▸ WHAT YOU ARE ASKED TO DO
Among the entries, which lines carry the string "list"? Copy every one.

▸ RECORDS SHOWN

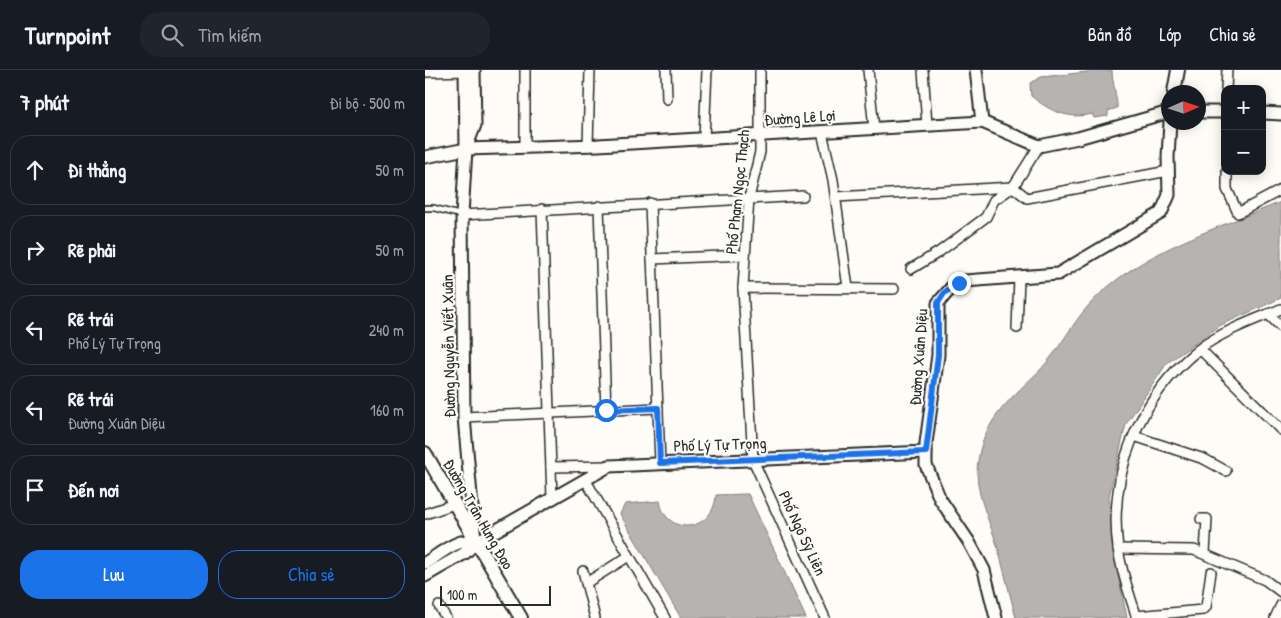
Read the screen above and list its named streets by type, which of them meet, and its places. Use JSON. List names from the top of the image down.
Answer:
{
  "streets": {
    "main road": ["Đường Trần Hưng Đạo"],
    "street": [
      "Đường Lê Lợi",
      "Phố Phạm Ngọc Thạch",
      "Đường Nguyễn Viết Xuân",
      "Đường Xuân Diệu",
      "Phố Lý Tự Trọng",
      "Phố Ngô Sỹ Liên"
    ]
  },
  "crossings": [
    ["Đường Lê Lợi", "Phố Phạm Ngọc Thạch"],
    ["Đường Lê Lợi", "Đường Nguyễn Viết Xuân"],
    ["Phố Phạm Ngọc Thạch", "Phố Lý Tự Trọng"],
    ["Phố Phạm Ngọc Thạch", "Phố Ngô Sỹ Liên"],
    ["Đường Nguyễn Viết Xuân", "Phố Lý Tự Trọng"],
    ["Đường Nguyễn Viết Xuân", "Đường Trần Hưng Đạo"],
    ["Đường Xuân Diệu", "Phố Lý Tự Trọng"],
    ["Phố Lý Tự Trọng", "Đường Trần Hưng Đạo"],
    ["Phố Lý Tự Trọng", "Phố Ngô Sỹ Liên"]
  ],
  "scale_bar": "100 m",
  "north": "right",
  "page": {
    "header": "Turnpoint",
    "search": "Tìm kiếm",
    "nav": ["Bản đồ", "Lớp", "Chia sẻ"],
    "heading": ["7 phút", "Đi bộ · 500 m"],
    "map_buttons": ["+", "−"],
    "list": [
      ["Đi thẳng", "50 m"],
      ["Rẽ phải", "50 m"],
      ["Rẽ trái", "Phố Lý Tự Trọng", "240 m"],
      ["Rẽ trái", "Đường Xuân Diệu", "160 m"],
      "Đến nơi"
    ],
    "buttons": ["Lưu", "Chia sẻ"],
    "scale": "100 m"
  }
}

▸ RESPONSE AREA
Read the screen above and list its named streets by type, which of them meet, and its places. Use JSON. List names from the top of the image down.
    "list": [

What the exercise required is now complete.